Seqanswers Leaderboard Ad

Collapse

Announcement

Collapse
No announcement yet.
X
 
  • Filter
  • Time
  • Show
Clear All
new posts

  • Help- Illumina Sequencing Reads Quality Scale Problem!

    Hi,
    Our lab asked a seq company to do the illumina seq for a snail. However, the illumina reads they produced seem have some problems, since I used jellyfish to do k-mer analysis, and didn't find any coverage peaks even after quality filtration and trimming for 50x coverage - which shows very high quality score in fastqc check. Since the reads have expected hits in our transcriptome, we can rule out reads contamination. Then the only possible reason I could think is the reads quality scale is completely wrong in base calling procedure.

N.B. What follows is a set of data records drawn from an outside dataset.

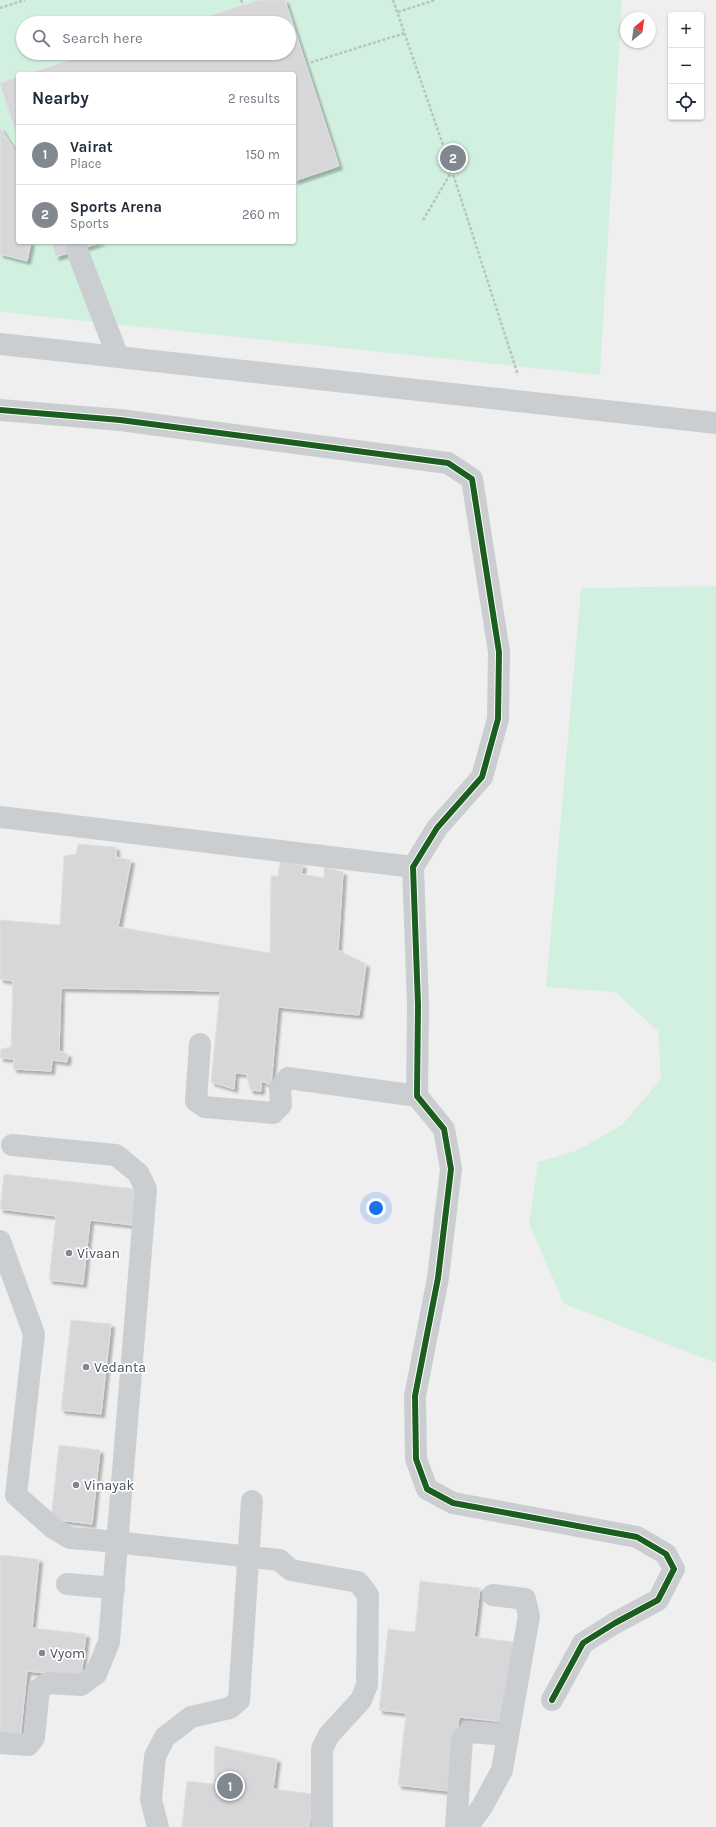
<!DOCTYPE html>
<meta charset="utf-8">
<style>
body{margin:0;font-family:Karla,sans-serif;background:#f2f2f3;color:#1f2937}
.controls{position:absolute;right:12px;top:12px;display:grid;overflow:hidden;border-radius:4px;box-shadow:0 1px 3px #0004}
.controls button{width:36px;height:36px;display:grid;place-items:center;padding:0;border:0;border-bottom:1px solid #e0e1e3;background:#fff;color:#1f2937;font:20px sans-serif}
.compass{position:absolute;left:620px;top:12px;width:36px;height:36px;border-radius:50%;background:#fff;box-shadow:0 1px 3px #0004;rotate:29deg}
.you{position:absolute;left:376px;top:1208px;width:14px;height:14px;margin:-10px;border:3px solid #fff;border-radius:50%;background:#1a73e8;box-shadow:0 0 0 6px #1a73e833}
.badge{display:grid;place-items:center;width:26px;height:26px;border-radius:50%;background:#818890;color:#fff;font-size:13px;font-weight:700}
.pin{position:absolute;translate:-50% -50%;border:2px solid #fff;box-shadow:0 1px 4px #0006}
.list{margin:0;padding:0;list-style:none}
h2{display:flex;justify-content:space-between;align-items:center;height:52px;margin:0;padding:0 16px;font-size:17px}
h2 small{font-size:13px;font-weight:400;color:#747a83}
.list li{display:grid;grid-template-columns:26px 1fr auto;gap:12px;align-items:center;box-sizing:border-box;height:60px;padding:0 16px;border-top:1px solid #e0e1e3}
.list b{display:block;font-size:15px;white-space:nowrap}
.list p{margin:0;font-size:13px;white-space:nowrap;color:#747a83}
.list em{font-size:13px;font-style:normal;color:#747a83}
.icon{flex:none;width:22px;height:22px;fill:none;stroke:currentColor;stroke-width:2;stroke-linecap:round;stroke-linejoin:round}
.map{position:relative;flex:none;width:716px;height:1827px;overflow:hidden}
.search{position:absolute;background:#fff;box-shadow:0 1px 3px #0004;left:16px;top:16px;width:280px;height:44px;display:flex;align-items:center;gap:10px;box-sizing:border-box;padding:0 14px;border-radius:22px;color:#747a83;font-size:15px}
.panel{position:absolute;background:#fff;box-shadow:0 1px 3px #0004;left:16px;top:72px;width:280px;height:172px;border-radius:4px}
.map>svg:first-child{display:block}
.green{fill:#d2f0e0;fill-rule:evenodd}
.building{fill:#d7d7d9;stroke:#e1e1e2;filter:url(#shadow)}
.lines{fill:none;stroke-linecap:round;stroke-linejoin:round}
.path{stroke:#b8c4c2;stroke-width:2.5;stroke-dasharray:3 2;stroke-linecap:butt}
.minor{stroke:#cbced0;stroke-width:22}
.minor-bridge{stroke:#cbced0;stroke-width:22}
.cycleway-casing{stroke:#fff;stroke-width:8}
.cycleway{stroke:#1b5e20;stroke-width:6}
.poi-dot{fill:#818890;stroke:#fff;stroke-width:1.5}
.labels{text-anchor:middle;stroke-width:3.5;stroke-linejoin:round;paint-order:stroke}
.poi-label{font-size:14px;fill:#45505d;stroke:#fff;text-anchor:start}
</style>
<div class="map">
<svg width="716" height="1827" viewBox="0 0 716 1827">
<defs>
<filter id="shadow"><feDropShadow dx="3.5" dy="3.5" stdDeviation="1" flood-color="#0004"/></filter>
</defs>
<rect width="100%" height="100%" fill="#f0efef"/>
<g class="green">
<path d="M0,0H622L600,375L0,312ZM23,23H289V53H23ZM18,74H294V242H18Z"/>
<path d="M716,586V1363L564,1304L529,1223L538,1162L576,1151L622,1125L661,1079L658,1031L615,992L546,987L581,588Z"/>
</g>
<g class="building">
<path d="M259,0H285L339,166L294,181V74H27L93,53H289V23H187Z"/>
<path d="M18,77V139L0,84V83Z"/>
<path d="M0,127L18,156V242H31L27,261L0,254Z"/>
<path d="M52,242H101L56,257Z"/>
<path d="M78,844L116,847V857L131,860L118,927L270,953L271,876H278L280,861L303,865L301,874L324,878V867L343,872L338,950L366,964L359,1015L278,1007L271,1085L261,1081V1091L250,1090L247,1074L235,1073L234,1089L211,1082L220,991L61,988L59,1051L68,1054L67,1062L52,1060L51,1071L13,1069L14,1059L0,1058L1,1049L11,1047L13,981L0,979V920L60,925L64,856L76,854Z"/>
<path d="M4,1174L145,1190L141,1226L90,1220L83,1284L49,1280L56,1216L0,1209Z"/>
<path d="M71,1320L111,1324L101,1414L61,1410Z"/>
<path d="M59,1445L100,1450L92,1524L51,1519Z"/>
<path d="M0,1555L39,1559L32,1628L86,1634L81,1677L27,1671L20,1740L0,1737Z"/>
<path d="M420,1581L480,1588L474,1637L514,1642L505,1722L459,1717L449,1791L398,1785L406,1713L379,1710L388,1629L415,1632Z"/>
<path d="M215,1746L277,1759L273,1789L313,1794L309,1827H182L187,1781L214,1784Z"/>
</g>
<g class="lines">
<g class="path">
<path d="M241,0L243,5"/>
<path d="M393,0L452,171L518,375"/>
<path d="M0,8L25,0"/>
<path d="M398,12L435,0"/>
<path d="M306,64L405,33"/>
<path d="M423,220L452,171"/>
</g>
<g class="minor">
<path d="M77,250L118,357"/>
<path d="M0,344L716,423"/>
<path d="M0,410L120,420L448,463L472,479L499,652L498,719L482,777L437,828L413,867L418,1005L417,1096L444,1129L451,1169L438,1278L415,1396L416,1459L427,1489L453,1503L637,1537L666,1554L674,1569L658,1600L615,1623L583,1643L552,1700"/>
<path d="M0,817L413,867"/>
<path d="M200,1044L196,1101L205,1107L273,1113L281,1105L280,1088L288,1078L417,1096"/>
<path d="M0,1241L34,1334L16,1495L53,1528L70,1538L96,1540"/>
<path d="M279,1560L291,1570L358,1582L368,1595L367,1685L361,1700L329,1735L322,1749V1827"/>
<path d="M67,1584L114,1588"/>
<path d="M0,1743L28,1745L34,1738L39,1689L48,1683L81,1685L96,1674L109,1642L146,1189L138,1173L116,1155L12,1145"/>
<path d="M158,1827L151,1800L155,1756L165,1737L191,1717L230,1708L239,1700L252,1501"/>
<path d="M456,1827L462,1739L469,1732L507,1735"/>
<path d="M467,1827L482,1807L502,1770L529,1616L525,1599L493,1595"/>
</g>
<path class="minor-bridge" d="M96,1540L279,1560"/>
<g class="cycleway-casing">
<path id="cycleway" d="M0,410L120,420L448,463L472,479L499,652L498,719L482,777L437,828L413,867L418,1005L417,1096L444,1129L451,1169L438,1278L415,1396L416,1459L427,1489L453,1503L637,1537L666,1554L674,1569L658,1600L615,1623L583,1643L552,1700"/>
</g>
<use href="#cycleway" class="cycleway"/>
</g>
<g class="poi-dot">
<circle cx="69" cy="1253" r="4"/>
<circle cx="86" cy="1367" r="4"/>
<circle cx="76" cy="1485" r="4"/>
<circle cx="42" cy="1653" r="4"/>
</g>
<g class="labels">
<g class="poi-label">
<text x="77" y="1258">Vivaan</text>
<text x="94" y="1372">Vedanta</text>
<text x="84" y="1490">Vinayak</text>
<text x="50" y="1658">Vyom</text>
</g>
</g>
</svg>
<div class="controls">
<button>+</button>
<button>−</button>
<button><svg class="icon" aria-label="locate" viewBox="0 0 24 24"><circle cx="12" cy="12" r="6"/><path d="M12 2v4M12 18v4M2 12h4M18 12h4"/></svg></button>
</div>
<svg class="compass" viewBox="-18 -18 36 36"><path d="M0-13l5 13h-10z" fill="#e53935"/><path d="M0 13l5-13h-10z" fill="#747a83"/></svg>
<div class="you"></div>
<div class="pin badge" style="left:230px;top:1786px">1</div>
<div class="pin badge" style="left:453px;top:158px">2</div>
<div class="search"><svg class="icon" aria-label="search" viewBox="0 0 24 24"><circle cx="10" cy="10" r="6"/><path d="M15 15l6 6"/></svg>Search here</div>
<section class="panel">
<h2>Nearby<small>2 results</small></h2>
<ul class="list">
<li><span class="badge">1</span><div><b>Vairat</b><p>Place</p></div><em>150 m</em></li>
<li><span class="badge">2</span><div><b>Sports Arena</b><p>Sports</p></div><em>260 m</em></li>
</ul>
</section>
</div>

For example, it's put Q30 on , but actually it's Q10 or lower.

    Could anyone give us some ideas how the base calling procedure would fail in seq process, and could anyone give us some suggestions ? We have already spent huge amount of money on it...

    Thank you very much!!
    Looking forward to your reply!
    Best,
    Qing

  • #2
    It's pretty unlikely that the base calling has mis-assigned high quality scores to your data when it's actually really poor, if anything the illumina pipeline tends to go the other way and mark good data as bad.

    It wasn't really clear to me how you've decided that your data is bad - you said you have hits to your transcriptome, so presumably you can see the degree of similarity and get some idea of how good your data is from that.

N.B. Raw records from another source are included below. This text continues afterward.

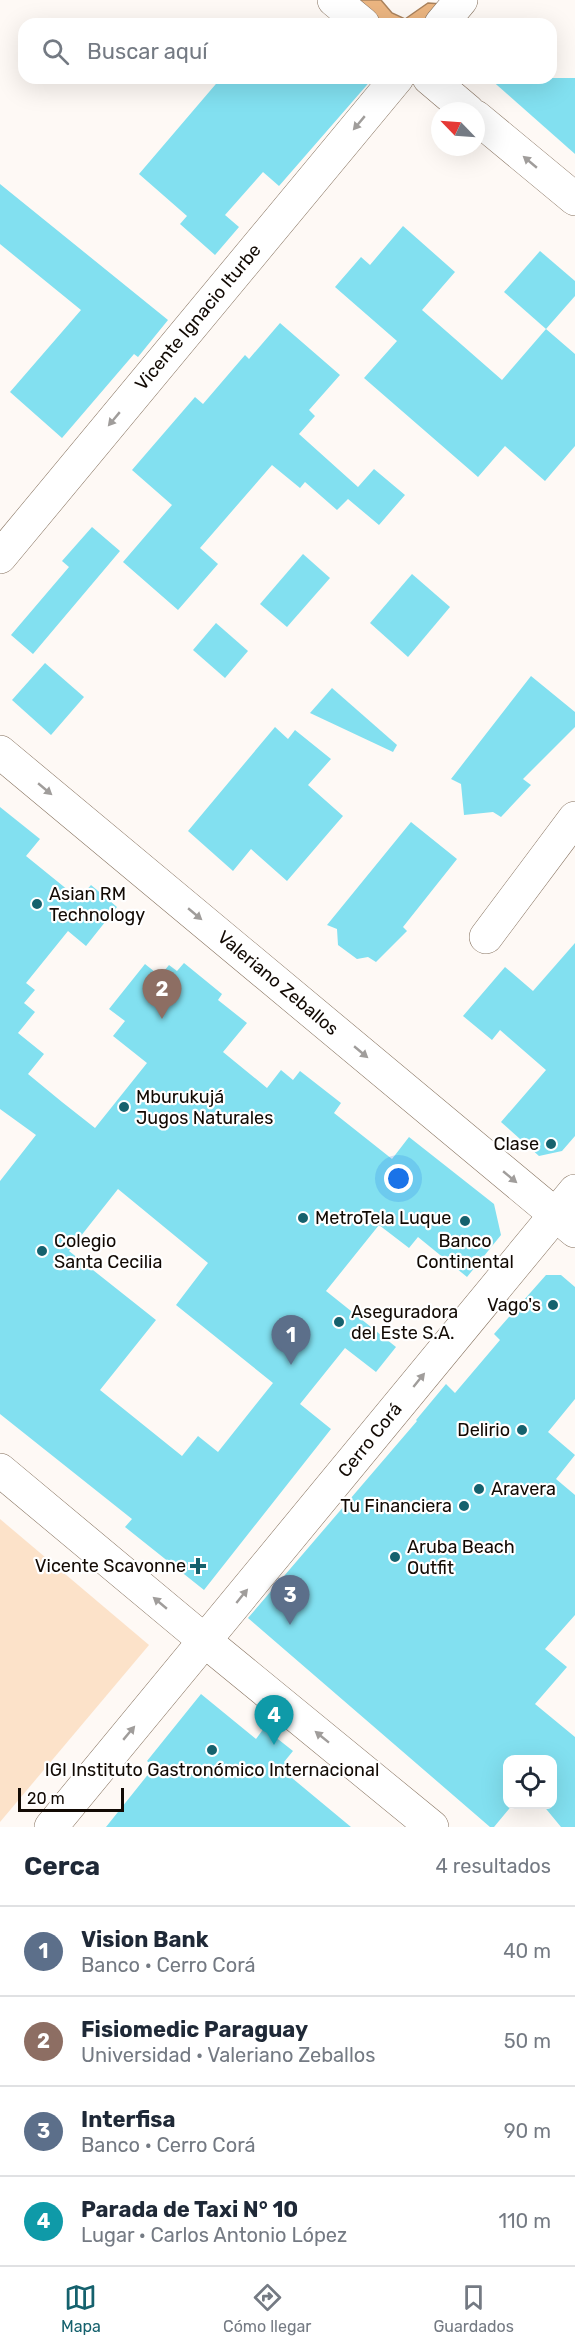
<!DOCTYPE html>
<html lang="es">
<head>
<meta charset="utf-8">
<style>
	body { margin:0; font-family:Rubik,sans-serif; background:#f2f2f3; color:#1f2937 }
	.controls { position:absolute; right:18px; bottom:18px; display:grid; overflow:hidden; border-radius:12px; box-shadow:0 6px 24px #0002 }
	.controls button { width:54px; height:54px; display:grid; place-items:center; padding:0; border:0; border-bottom:2px solid #e0e1e3; background:#fff; color:#1f2937; font:30px sans-serif }
	.compass { position:absolute; left:431px; top:102px; width:54px; height:54px; border-radius:50%; background:#fff; box-shadow:0 6px 24px #0002; rotate:295deg }
	.scale { position:absolute; left:18px; bottom:15px; width:106px; box-sizing:border-box; padding-left:6px; border:3px solid #120a04; border-top:0; font-size:16px; line-height:21px; white-space:nowrap; color:#120a04; -webkit-text-stroke:4px #fff; paint-order:stroke }
	.you { position:absolute; left:399px; top:1179px; width:21px; height:21px; margin:-15px; border:4px solid #fff; border-radius:50%; background:#1a73e8; box-shadow:0 0 0 9px #1a73e833 }
	.badge { display:grid; place-items:center; width:39px; height:39px; border-radius:50%; background:#15616d; color:#fff; font-size:20px; font-weight:700 }
	.pin { position:absolute; translate:-50% -50px; filter:drop-shadow(0 2px 3px #0008) }
	.pin::after { content:''; position:absolute; top:32px; width:21px; height:18px; background:inherit; clip-path:polygon(0 0,100% 0,50% 100%) }
	.list { margin:0; padding:0; list-style:none }
	h2 { display:flex; justify-content:space-between; align-items:center; height:78px; margin:0; padding:0 24px; font-size:26px }
	h2 small { font-size:20px; font-weight:400; color:#747a83 }
	.list li { display:grid; grid-template-columns:39px 1fr auto; gap:18px; align-items:center; box-sizing:border-box; height:90px; padding:0 24px; border-top:2px solid #e0e1e3 }
	.list b { display:block; font-size:22px; white-space:nowrap }
	.list p { margin:0; font-size:20px; white-space:nowrap; color:#747a83 }
	.list em { font-size:20px; font-style:normal; color:#747a83 }
	.icon { flex:none; width:33px; height:33px; fill:none; stroke:currentColor; stroke-width:2; stroke-linecap:round; stroke-linejoin:round }
	.map { position:relative; flex:none; width:575px; height:1827px; overflow:hidden }
	.search { position:absolute; background:#fff; box-shadow:0 6px 24px #0002; left:18px; right:18px; top:18px; height:66px; display:flex; align-items:center; gap:15px; box-sizing:border-box; padding:0 21px; border-radius:18px; color:#747a83; font-size:22px }
	.sheet { height:438px; background:#fff }
	nav { display:flex; justify-content:space-around; align-items:center; box-sizing:border-box; height:84px; border-top:2px solid #e0e1e3; background:#fff; font-size:16px; color:#747a83 }
	nav a { display:grid; justify-items:center; gap:3px }
	nav .on { color:#15616d }
	.map>svg:first-child { display:block }
</style>
</head>
<body>
<div class="map">
<svg width="575" height="1827" viewBox="0 0 575 1827">
	<rect width="100%" height="100%" fill="#fef9f5"/>
	<polygon fill="#fce2c9" points="0,1519 149,1645 0,1822"/>
	<polygon fill="#ebb581" stroke="#aa825c" stroke-width="1.5" points="345,0 381,0 392,13 405,19 428,3 442,4 440,24 373,24"/>
	<g fill="#82e0f0" fill-rule="evenodd">
		<polygon points="221,78 373,78 279,186 263,172 225,215 239,227 215,255 180,224 187,216 139,174"/>
		<polygon points="489,78 575,78 575,154"/>
		<polygon points="0,184 168,320 138,357 134,354 62,438 10,392 81,310 0,244"/>
		<polygon points="403,226 455,272 422,310 502,380 546,329 575,354 575,446 545,481 505,446 478,477 364,378 397,341 335,287 361,257 370,265"/>
		<polygon points="540,251 575,281 575,296 546,329 504,292"/>
		<polygon points="280,323 340,375 309,410 315,416 299,434 358,487 374,469 405,495 379,525 348,499 337,510 305,482 300,488 272,465 200,548 218,564 178,610 123,562 172,505 132,470 195,397 203,404 245,355 249,359"/>
		<polygon points="92,527 120,551 33,654 11,635 69,567 62,561"/>
		<polygon points="303,554 330,578 287,627 260,604"/>
		<polygon points="412,574 450,607 408,657 370,623"/>
		<polygon points="216,623 248,651 225,678 193,650"/>
		<polygon points="45,663 84,697 51,735 12,700"/>
		<polygon points="531,676 575,712 575,727 523,779 531,785 501,817 493,812 464,815 461,784 451,779"/>
		<polygon points="332,688 397,745 393,752 310,713"/>
		<polygon points="275,727 288,739 295,730 331,759 308,785 343,816 287,881 251,849 233,871 188,831"/>
		<path d="M0,807L40,839L26,856L79,899L91,885L117,907L86,946L68,931L26,983L35,990L24,1003L35,1012L18,1033L44,1054L28,1074L62,1102L95,1128L147,1063L113,1036L125,1021L109,1009L145,964L160,976L169,965L177,971L184,963L222,994L218,1000L247,1023L223,1052L267,1088L281,1070L293,1080L300,1071L341,1103L334,1113L392,1159L409,1137L494,1204L501,1235L467,1277L418,1237L409,1248L379,1225L326,1291L396,1347L376,1372L345,1348L300,1404L331,1429L204,1590L125,1527L132,1519L0,1414V1181L36,1135L0,1109ZM118,1189L208,1263L176,1305L273,1383L218,1452L198,1436L182,1456L100,1390L156,1320L69,1251Z"/>
		<polygon points="411,822 457,859 403,927 407,931 376,962 368,957 357,959 338,945 337,929 327,925"/>
		<polygon points="575,943 575,1136 562,1151 539,1156 501,1122 546,1070 500,1030 492,1040 463,1016 505,967 533,991"/>
		<polygon points="546,1275 561,1275 575,1287 575,1399 548,1432 575,1455 556,1479 575,1495 575,1615 545,1649 567,1667 535,1704 575,1737 575,1827 561,1827 542,1804 552,1804 552,1760 507,1760 507,1804 513,1804 494,1827 490,1827 248,1618 417,1421 416,1420 446,1384 455,1393 500,1340 494,1334"/>
		<polygon points="201,1694 256,1739 264,1728 293,1751 284,1762 296,1773 292,1778 351,1827 106,1827 154,1767 147,1761"/>
	</g>
	<g fill="none" stroke-linecap="round" stroke-linejoin="round">
		<g stroke="#86725f" stroke-width="34">
			<g id="minor">
				<polyline points="334,0 363,24"/>
				<polyline points="441,24 461,0"/>
				<polyline points="429,78 468,111"/>
				<polyline points="476,117 575,199"/>
				<polyline points="0,557 397,78"/>
				<polyline points="0,752 575,1231"/>
				<polyline points="486,937 575,818"/>
				<polyline points="205,1641 432,1827"/>
			</g>
		</g>
		<g stroke="#86725f" stroke-width="34">
			<g id="major">
				<polyline points="0,1470 205,1641"/>
				<polyline points="51,1827 575,1191"/>
			</g>
		</g>
		<use href="#minor" stroke="#fff" stroke-width="33"/>
		<use href="#major" stroke="#fff" stroke-width="33"/>
	</g>
	<defs><path id="oneway-solid" d="M-6-.8H1V-3.2L6.5 0L1 3.2V.8H-6Z" transform="scale(1.5)"/></defs>
	<g fill="#a09d9b">
		<use href="#oneway-solid" transform="translate(359 123) rotate(130)"/>
		<use href="#oneway-solid" transform="translate(530 162) rotate(-140)"/>
		<use href="#oneway-solid" transform="translate(114 419) rotate(130)"/>
		<use href="#oneway-solid" transform="translate(45 789) rotate(40)"/>
		<use href="#oneway-solid" transform="translate(195 914) rotate(40)"/>
		<use href="#oneway-solid" transform="translate(361 1052) rotate(40)"/>
		<use href="#oneway-solid" transform="translate(510 1177) rotate(40)"/>
		<use href="#oneway-solid" transform="translate(419 1380) rotate(-51)"/>
		<use href="#oneway-solid" transform="translate(242 1596) rotate(-51)"/>
		<use href="#oneway-solid" transform="translate(160 1603) rotate(-140)"/>
		<use href="#oneway-solid" transform="translate(129 1733) rotate(-50)"/>
		<use href="#oneway-solid" transform="translate(322 1737) rotate(-141)"/>
	</g>
	<g fill="#15616d" stroke="#fff" stroke-width="2">
		<circle cx="37" cy="904" r="6"/>
		<circle cx="124" cy="1107" r="6"/>
		<circle cx="551" cy="1144" r="6"/>
		<circle cx="303" cy="1218" r="6"/>
		<circle cx="465" cy="1221" r="6"/>
		<circle cx="42" cy="1251" r="6"/>
		<circle cx="553" cy="1305" r="6"/>
		<circle cx="339" cy="1322" r="6"/>
		<circle cx="522" cy="1430" r="6"/>
		<circle cx="479" cy="1489" r="6"/>
		<circle cx="464" cy="1506" r="6"/>
		<circle cx="395" cy="1557" r="6"/>
		<path d="M195 1557h6v6h6v6h-6v6h-6v-6h-6v-6h6z"/>
		<circle cx="212" cy="1750" r="6"/>
	</g>
	<g text-anchor="middle" dominant-baseline="central" stroke-width="4.5" stroke-linejoin="round" paint-order="stroke">
		<g font-size="18" fill="#120a04" stroke="#fff">
			<text transform="translate(198 317) rotate(-50)">Vicente Ignacio Iturbe</text>
			<text transform="translate(278 983) rotate(40)">Valeriano Zeballos</text>
			<text transform="translate(370 1440) rotate(-51)">Cerro Corá</text>
		</g>
		<g font-size="18" fill="#120a04" stroke="#fff" text-anchor="start">
			<text x="49" y="894">Asian RM<tspan x="49" dy="21">Technology</tspan></text>
			<text x="136" y="1097">Mburukujá<tspan x="136" dy="21">Jugos Naturales</tspan></text>
			<text x="539" y="1144" text-anchor="end">Clase</text>
			<text x="315" y="1218">MetroTela Luque</text>
			<text x="54" y="1241">Colegio<tspan x="54" dy="21">Santa Cecilia</tspan></text>
			<text x="465" y="1241" text-anchor="middle">Banco<tspan x="465" dy="21">Continental</tspan></text>
			<text x="541" y="1305" text-anchor="end">Vago's</text>
			<text x="351" y="1312">Aseguradora<tspan x="351" dy="21">del Este S.A.</tspan></text>
			<text x="510" y="1430" text-anchor="end">Delirio</text>
			<text x="491" y="1489">Aravera</text>
			<text x="452" y="1506" text-anchor="end">Tu Financiera</text>
			<text x="407" y="1547">Aruba Beach<tspan x="407" dy="21">Outfit</tspan></text>
			<text x="186" y="1566" text-anchor="end">Vicente Scavonne</text>
			<text x="212" y="1770" text-anchor="middle">IGI Instituto Gastronómico Internacional</text>
		</g>
	</g>
</svg>
<div class="controls">
<button><svg class="icon" aria-label="locate" viewBox="0 0 24 24"><circle cx="12" cy="12" r="6"/><path d="M12 2v4M12 18v4M2 12h4M18 12h4"/></svg></button>
</div>
<svg class="compass" viewBox="-18 -18 36 36"><path d="M0-13l5 13h-10z" fill="#e53935"/><path d="M0 13l5-13h-10z" fill="#747a83"/></svg>
<div class="scale">20 m</div>
<div class="you"></div>
<div class="pin badge" style="left:291px;top:1365px;background:#5c6f8a">1</div>
<div class="pin badge" style="left:162px;top:1019px;background:#8d6e63">2</div>
<div class="pin badge" style="left:290px;top:1625px;background:#5c6f8a">3</div>
<div class="pin badge" style="left:274px;top:1745px;background:#0f9aa8">4</div>
<div class="search"><svg class="icon" aria-label="search" viewBox="0 0 24 24"><circle cx="10" cy="10" r="6"/><path d="M15 15l6 6"/></svg>Buscar aquí</div>
</div>
<section class="sheet">
<h2>Cerca<small>4 resultados</small></h2>
<ul class="list">
<li><span class="badge" style="background:#5c6f8a">1</span><div><b>Vision Bank</b><p>Banco · Cerro Corá</p></div><em>40 m</em></li>
<li><span class="badge" style="background:#8d6e63">2</span><div><b>Fisiomedic Paraguay</b><p>Universidad · Valeriano Zeballos</p></div><em>50 m</em></li>
<li><span class="badge" style="background:#5c6f8a">3</span><div><b>Interfisa</b><p>Banco · Cerro Corá</p></div><em>90 m</em></li>
<li><span class="badge" style="background:#0f9aa8">4</span><div><b>Parada de Taxi N° 10</b><p>Lugar · Carlos Antonio López</p></div><em>110 m</em></li>
</ul>
</section>
<nav>
<a class="on"><svg class="icon" aria-label="map" viewBox="0 0 24 24"><path d="M3 6l6-2 6 2 6-2v14l-6 2-6-2-6 2zM9 4v14M15 6v14"/></svg>Mapa</a>
<a><svg class="icon" aria-label="directions" viewBox="0 0 24 24"><path d="M12 3l9 9-9 9-9-9zM9 14v-3h6M13 9l2 2-2 2"/></svg>Cómo llegar</a>
<a><svg class="icon" aria-label="saved" viewBox="0 0 24 24"><path d="M7 4h10v16l-5-4-5 4z"/></svg>Guardados</a>
</nav>
</body>
</html>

    When you did your fastqc analysis what did the per-sequence GC plot look like? Genomic reads from a clean source should generally produce a nice looking normal distribution in this plot. If you have contamination with a different organism (with a different GC content) you should get some idea from that.

    Comment


    • #3
      Originally posted by simonandrews View Post
      It's pretty unlikely that the base calling has mis-assigned high quality scores to your data when it's actually really poor, if anything the illumina pipeline tends to go the other way and mark good data as bad.

      It wasn't really clear to me how you've decided that your data is bad - you said you have hits to your transcriptome, so presumably you can see the degree of similarity and get some idea of how good your data is from that.

      When you did your fastqc analysis what did the per-sequence GC plot look like? Genomic reads from a clean source should generally produce a nice looking normal distribution in this plot. If you have contamination with a different organism (with a different GC content) you should get some idea from that.
      Hi Simon,
      Thank you very much for your reply! I suspect the data are bad because: 1 the assembly failed at high coverage depth(50x~100x) and high quality(>Q20~Q30) ;2 jellyfish would not produce any peak, however I change the k-mer size or coverage depth of data.

      However, when I blast the reads against the transcriptome, it gave me the expected coverage hits, and the per-sequence GC plot looks normal. So I think we can rull out reads contamination. Then the only possible explanation is reads quality scale off......
      Any thoughts or ideas? Thanks! It has been a nightmare for me...

      Comment


      • #4
        I'd go back to the point that if you have reads which align against your known transcriptome then by looking at those you should be able to tell approximately what error rate you're actually seeing in your genomic data. If your data really is Q10 or below it should be pretty obvious in the number of mismatches you see to your existing RNA-seq data.

        Also, you could make some back of the envelope calculations to work out if the number of sequences mapping to your RNA-Seq data falls into line with the size of genome you expect. As long as you can (roughly) estimate the proportion of your genome expected to be covered by exons then you can see if your mapped reads occur at roughly this rate (give or take an order of magnitude) in your genomic data.

        As I said before I've never seen an Illumina dataset mis-represent bad data as high quality. If you were really serious about excluding this as a possibility you could even go back to the original run and look at some of the thumbnail images and see if the data looked OK (or get your sequencing centre to do this). It's possible that this is the cause, but it doesn't seem the most likely way that this would go wrong.

        Comment


        • #5
          Thanks Simon! The mismatch rate for transcriptome is 2% than the control, but the control itself may have high error rate.

          I asked for thumbnail images, but seq center tells me that thumbnail images take up a lot of space so they normally do not save those for the runs. They use control samples to diagnose issues with the run instead. And they tells me the control samples look normal.

          After discussion, the seq center thinks the quality scale is possibly wrong, but it may be caused by the low complexity nature of the genome......which would cause the mis-recording of the illumina machine......
          Would you have any idea for this? Since it's normal for fastqc seq content check,,,but that's the averaged out result. Maybe it really have some low complexity region?

          Comment


          • #6
            Low complexity sequence is only a problem when it affects the whole library (ie there is a bias for all bases at a particular position within a library). Having low complexity sequence on an individual read isn't normally a problem - though it will make assembling the genome difficult. Also the illumina pipeline has no problem flagging low complexity sequence as poor quality - sometimes even when the bases have actually been read OK.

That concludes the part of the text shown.